--- Assigned task ---
Output range, inclusive: from the line containing "2420px,215px 2421px,230px 2452px,227px" to the line containing "902px,270px 934px,279px 944px,275px". Restate those lines from the data below word for word and only those.

Stored data entries
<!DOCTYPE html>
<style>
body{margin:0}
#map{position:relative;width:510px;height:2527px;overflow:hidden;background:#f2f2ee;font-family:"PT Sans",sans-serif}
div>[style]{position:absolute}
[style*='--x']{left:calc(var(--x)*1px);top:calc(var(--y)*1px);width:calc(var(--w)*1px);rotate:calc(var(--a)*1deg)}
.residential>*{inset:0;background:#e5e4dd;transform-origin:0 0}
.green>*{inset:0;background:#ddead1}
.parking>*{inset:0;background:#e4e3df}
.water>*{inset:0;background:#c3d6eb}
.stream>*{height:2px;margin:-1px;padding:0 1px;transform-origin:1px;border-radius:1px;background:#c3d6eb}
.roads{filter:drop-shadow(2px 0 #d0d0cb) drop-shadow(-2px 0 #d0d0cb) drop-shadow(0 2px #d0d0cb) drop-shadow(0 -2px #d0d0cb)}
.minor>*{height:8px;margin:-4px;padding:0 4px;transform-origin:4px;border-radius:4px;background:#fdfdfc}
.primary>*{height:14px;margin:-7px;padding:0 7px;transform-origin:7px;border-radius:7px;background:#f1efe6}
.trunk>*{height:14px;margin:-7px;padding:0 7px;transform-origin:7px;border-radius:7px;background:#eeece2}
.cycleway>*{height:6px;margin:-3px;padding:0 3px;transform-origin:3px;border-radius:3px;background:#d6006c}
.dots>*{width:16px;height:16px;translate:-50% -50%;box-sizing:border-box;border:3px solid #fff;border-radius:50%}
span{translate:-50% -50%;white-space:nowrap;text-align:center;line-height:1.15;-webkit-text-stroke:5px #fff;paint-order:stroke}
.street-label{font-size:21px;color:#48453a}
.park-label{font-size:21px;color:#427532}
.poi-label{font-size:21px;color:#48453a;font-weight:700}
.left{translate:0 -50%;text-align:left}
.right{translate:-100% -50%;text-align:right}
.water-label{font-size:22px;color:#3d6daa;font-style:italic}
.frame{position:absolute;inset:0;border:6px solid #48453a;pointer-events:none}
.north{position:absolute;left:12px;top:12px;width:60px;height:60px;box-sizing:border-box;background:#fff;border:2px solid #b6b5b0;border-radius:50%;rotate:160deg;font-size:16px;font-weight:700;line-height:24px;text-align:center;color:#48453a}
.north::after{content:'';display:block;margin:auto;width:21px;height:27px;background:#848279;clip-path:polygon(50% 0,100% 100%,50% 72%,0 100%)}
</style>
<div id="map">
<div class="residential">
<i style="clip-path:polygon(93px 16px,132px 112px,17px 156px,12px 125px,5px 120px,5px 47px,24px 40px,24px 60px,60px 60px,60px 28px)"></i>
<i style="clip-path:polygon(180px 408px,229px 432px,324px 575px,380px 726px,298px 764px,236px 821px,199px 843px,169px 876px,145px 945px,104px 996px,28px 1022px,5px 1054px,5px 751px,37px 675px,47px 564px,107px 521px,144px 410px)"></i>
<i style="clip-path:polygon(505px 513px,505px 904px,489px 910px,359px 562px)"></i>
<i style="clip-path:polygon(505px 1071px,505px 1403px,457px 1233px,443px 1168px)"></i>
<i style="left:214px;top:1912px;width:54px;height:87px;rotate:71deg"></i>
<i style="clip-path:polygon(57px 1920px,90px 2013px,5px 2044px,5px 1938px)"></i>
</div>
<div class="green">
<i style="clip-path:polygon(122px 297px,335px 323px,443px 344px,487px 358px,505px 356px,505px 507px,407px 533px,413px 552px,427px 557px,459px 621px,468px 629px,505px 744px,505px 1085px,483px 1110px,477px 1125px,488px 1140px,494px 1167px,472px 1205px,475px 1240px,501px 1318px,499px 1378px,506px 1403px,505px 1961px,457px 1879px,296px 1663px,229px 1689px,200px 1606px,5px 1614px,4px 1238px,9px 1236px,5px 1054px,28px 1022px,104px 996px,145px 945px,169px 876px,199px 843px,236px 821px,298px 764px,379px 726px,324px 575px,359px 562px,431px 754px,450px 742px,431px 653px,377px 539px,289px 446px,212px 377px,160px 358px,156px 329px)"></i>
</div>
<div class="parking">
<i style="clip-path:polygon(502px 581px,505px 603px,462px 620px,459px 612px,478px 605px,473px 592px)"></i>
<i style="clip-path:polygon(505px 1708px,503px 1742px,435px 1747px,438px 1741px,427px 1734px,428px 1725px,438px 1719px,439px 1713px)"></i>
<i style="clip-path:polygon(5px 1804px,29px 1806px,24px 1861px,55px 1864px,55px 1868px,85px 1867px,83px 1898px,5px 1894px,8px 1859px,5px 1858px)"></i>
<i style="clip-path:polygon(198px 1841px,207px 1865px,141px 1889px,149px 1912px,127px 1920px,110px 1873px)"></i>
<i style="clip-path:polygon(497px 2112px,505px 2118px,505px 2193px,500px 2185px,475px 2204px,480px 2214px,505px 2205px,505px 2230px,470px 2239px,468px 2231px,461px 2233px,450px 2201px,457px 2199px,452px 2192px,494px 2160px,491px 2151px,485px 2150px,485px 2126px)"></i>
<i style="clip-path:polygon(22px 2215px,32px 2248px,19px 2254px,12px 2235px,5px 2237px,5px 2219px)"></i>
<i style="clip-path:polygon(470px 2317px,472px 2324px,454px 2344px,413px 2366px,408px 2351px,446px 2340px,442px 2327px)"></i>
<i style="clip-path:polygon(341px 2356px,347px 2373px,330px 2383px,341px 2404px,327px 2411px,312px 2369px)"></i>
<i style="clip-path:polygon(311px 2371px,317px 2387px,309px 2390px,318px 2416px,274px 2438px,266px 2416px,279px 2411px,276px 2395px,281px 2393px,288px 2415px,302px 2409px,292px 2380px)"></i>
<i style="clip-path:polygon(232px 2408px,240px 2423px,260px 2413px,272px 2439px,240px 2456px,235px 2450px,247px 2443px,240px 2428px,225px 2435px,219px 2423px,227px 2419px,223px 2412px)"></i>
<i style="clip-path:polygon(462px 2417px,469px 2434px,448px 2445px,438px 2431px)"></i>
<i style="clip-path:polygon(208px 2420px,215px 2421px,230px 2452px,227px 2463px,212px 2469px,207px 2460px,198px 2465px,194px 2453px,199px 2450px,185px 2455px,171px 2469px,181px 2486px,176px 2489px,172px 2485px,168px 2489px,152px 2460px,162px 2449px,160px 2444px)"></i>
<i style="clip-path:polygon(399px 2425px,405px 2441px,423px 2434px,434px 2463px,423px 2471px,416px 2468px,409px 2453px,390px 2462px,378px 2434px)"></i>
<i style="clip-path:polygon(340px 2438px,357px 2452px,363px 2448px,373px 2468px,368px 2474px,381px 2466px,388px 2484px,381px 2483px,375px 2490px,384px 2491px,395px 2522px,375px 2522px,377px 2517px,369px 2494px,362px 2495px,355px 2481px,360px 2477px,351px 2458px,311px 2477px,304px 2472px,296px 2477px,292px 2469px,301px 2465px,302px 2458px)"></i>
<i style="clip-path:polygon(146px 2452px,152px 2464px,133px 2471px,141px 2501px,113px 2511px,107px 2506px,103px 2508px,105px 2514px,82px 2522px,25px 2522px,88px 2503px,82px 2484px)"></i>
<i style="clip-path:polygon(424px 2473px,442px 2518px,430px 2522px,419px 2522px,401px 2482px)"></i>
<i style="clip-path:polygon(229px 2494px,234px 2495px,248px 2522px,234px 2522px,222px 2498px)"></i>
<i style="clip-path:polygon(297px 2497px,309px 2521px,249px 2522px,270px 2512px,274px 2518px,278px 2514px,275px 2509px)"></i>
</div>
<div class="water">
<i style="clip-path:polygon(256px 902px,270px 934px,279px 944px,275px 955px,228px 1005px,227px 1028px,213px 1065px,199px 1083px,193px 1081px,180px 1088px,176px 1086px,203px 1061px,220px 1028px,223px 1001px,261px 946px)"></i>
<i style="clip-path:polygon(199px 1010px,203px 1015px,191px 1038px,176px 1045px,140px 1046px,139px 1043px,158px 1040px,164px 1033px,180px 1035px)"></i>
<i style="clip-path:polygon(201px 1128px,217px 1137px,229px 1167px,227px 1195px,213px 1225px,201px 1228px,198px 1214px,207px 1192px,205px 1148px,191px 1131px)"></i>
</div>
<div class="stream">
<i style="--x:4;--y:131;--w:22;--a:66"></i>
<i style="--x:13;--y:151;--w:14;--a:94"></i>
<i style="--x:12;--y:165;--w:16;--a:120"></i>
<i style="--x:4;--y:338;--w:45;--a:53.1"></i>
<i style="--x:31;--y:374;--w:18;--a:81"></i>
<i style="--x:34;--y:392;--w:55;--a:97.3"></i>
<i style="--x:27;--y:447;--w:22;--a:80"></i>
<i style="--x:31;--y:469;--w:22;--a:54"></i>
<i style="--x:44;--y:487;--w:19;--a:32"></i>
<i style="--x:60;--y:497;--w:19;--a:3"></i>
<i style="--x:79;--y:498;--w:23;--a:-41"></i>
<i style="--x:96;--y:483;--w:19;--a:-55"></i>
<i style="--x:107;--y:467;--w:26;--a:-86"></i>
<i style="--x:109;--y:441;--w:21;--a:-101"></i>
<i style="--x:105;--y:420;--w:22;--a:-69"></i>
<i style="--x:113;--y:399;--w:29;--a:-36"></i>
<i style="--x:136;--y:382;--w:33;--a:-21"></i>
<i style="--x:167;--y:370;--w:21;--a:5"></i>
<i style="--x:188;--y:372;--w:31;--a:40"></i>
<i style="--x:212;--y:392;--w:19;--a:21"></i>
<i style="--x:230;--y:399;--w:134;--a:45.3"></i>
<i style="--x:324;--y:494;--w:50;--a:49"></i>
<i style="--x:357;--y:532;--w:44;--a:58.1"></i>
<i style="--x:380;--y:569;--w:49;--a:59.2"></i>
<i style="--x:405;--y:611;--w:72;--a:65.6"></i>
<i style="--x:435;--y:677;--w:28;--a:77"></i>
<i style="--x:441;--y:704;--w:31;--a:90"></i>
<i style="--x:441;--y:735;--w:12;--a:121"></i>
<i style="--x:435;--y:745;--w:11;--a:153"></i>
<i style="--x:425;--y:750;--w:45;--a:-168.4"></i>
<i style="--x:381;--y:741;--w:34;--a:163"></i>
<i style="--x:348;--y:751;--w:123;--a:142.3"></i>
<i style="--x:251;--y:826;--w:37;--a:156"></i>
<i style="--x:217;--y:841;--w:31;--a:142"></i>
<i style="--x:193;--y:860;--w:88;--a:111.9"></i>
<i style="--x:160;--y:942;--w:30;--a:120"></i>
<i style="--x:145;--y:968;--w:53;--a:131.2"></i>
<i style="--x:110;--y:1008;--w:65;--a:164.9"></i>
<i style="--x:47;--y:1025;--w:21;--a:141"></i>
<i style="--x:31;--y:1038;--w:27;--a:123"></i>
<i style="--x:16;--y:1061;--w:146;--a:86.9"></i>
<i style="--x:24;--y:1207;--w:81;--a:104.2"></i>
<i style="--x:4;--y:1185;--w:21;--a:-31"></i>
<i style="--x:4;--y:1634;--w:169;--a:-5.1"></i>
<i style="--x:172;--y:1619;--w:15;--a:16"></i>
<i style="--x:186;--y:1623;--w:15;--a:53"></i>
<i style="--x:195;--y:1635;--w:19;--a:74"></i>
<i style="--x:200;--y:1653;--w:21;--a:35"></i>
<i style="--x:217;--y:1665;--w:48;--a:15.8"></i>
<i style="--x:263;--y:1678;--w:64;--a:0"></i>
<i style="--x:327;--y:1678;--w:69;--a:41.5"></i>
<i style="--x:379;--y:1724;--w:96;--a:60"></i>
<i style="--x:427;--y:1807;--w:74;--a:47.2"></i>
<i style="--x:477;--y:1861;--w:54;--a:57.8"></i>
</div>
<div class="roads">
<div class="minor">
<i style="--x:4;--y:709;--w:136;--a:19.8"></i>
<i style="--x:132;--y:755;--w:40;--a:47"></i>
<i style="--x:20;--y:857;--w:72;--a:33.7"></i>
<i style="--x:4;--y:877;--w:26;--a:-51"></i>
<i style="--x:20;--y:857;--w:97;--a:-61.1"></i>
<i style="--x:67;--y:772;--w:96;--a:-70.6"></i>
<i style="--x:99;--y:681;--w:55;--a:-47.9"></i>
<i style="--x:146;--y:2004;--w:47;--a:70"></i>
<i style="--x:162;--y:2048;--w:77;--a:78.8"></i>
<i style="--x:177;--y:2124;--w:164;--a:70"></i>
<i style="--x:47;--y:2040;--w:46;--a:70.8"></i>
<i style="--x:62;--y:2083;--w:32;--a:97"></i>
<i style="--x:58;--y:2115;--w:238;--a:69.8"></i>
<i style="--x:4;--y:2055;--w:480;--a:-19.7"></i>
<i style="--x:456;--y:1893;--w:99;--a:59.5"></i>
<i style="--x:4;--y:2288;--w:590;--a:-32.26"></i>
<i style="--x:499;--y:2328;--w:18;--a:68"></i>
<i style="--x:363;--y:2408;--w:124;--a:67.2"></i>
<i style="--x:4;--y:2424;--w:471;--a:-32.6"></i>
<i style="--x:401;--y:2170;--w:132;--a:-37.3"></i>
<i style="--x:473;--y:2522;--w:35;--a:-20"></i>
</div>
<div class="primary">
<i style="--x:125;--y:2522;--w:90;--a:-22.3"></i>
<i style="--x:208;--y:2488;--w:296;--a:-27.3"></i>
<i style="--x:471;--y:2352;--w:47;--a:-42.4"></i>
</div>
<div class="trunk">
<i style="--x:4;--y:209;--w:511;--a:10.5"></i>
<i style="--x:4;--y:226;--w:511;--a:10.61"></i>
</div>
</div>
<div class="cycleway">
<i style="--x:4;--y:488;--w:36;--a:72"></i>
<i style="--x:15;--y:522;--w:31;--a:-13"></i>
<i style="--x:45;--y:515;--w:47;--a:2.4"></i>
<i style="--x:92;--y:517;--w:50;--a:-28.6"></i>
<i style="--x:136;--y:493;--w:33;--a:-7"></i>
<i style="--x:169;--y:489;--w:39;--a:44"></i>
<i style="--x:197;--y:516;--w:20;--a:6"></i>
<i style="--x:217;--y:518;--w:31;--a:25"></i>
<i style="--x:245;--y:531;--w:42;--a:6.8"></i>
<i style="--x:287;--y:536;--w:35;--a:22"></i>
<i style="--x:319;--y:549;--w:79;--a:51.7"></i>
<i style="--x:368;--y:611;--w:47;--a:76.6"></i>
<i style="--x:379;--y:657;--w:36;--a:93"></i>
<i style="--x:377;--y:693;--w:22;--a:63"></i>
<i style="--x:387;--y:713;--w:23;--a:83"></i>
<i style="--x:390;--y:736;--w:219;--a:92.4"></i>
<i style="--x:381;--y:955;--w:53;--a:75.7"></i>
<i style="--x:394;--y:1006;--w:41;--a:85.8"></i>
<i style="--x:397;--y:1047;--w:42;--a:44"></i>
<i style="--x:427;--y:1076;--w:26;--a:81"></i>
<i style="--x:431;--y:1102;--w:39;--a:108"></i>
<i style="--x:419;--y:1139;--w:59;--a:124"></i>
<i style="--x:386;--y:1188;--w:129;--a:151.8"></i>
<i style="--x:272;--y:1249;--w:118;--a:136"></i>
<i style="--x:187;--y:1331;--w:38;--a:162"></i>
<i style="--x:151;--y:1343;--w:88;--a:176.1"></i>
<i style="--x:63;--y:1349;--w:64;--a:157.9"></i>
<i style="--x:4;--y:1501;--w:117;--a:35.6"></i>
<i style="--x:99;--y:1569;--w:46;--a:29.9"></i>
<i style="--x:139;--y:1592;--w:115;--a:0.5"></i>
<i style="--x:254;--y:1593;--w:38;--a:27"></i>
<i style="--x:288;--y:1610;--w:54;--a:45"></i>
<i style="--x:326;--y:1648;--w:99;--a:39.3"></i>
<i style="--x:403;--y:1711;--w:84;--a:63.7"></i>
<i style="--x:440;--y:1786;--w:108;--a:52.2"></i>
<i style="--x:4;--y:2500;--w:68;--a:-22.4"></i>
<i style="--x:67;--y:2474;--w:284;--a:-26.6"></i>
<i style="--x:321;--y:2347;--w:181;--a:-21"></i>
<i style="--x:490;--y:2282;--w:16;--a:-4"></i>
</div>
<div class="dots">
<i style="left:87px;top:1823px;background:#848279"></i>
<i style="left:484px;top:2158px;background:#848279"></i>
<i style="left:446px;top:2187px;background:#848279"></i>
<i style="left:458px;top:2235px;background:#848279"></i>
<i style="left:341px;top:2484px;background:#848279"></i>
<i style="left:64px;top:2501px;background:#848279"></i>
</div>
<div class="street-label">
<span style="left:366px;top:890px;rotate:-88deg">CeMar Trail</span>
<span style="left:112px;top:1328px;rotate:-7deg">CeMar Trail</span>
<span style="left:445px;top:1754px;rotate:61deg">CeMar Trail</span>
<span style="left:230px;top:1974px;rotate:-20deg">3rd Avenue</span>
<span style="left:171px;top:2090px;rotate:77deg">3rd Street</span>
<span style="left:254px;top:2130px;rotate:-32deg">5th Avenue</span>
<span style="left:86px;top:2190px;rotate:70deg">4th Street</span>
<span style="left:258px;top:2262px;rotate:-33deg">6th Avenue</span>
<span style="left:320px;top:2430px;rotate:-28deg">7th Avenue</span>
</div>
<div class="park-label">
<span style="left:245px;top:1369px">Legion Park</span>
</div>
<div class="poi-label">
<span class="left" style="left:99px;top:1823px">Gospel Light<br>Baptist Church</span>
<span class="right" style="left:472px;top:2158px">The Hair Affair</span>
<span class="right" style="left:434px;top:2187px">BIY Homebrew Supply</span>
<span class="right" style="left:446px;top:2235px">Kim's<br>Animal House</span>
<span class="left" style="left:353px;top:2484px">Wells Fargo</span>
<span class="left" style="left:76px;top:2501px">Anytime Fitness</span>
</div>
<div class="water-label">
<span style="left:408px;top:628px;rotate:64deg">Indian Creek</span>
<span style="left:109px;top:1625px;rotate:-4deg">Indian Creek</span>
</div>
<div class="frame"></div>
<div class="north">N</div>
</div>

--- Response for this exercise ---
<i style="clip-path:polygon(208px 2420px,215px 2421px,230px 2452px,227px 2463px,212px 2469px,207px 2460px,198px 2465px,194px 2453px,199px 2450px,185px 2455px,171px 2469px,181px 2486px,176px 2489px,172px 2485px,168px 2489px,152px 2460px,162px 2449px,160px 2444px)"></i>
<i style="clip-path:polygon(399px 2425px,405px 2441px,423px 2434px,434px 2463px,423px 2471px,416px 2468px,409px 2453px,390px 2462px,378px 2434px)"></i>
<i style="clip-path:polygon(340px 2438px,357px 2452px,363px 2448px,373px 2468px,368px 2474px,381px 2466px,388px 2484px,381px 2483px,375px 2490px,384px 2491px,395px 2522px,375px 2522px,377px 2517px,369px 2494px,362px 2495px,355px 2481px,360px 2477px,351px 2458px,311px 2477px,304px 2472px,296px 2477px,292px 2469px,301px 2465px,302px 2458px)"></i>
<i style="clip-path:polygon(146px 2452px,152px 2464px,133px 2471px,141px 2501px,113px 2511px,107px 2506px,103px 2508px,105px 2514px,82px 2522px,25px 2522px,88px 2503px,82px 2484px)"></i>
<i style="clip-path:polygon(424px 2473px,442px 2518px,430px 2522px,419px 2522px,401px 2482px)"></i>
<i style="clip-path:polygon(229px 2494px,234px 2495px,248px 2522px,234px 2522px,222px 2498px)"></i>
<i style="clip-path:polygon(297px 2497px,309px 2521px,249px 2522px,270px 2512px,274px 2518px,278px 2514px,275px 2509px)"></i>
</div>
<div class="water">
<i style="clip-path:polygon(256px 902px,270px 934px,279px 944px,275px 955px,228px 1005px,227px 1028px,213px 1065px,199px 1083px,193px 1081px,180px 1088px,176px 1086px,203px 1061px,220px 1028px,223px 1001px,261px 946px)"></i>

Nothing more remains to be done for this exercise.